Work instruction:
Go through the listing and count the lines with "down" in them; write only the number.
╭──
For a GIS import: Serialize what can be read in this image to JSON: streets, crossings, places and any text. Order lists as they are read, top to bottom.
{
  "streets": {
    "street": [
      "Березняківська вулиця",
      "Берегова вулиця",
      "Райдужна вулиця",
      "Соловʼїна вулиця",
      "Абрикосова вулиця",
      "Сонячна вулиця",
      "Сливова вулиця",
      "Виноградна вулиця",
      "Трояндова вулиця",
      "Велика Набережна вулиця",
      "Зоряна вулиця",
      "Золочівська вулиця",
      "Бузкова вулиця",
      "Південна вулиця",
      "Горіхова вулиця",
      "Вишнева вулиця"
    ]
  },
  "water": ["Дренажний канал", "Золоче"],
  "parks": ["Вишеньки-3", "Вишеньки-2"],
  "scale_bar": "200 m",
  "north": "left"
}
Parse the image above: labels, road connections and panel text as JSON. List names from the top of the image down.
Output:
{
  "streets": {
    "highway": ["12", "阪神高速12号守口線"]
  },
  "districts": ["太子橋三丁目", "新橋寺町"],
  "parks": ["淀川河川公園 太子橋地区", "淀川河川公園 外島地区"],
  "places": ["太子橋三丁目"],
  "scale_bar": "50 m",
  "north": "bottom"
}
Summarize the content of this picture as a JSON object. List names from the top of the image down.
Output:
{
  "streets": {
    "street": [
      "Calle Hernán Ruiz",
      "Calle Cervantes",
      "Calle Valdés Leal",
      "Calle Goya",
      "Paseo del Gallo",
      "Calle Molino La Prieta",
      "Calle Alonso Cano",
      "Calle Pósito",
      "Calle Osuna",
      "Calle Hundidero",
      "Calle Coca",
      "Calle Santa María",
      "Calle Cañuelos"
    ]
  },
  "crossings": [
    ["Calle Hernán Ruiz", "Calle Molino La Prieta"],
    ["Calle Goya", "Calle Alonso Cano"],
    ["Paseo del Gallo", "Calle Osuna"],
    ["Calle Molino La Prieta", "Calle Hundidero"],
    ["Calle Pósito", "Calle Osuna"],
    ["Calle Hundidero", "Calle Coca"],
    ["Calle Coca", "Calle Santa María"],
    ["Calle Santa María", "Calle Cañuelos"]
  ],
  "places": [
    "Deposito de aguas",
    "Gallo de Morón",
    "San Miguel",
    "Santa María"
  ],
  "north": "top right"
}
╰──
Completed task:
2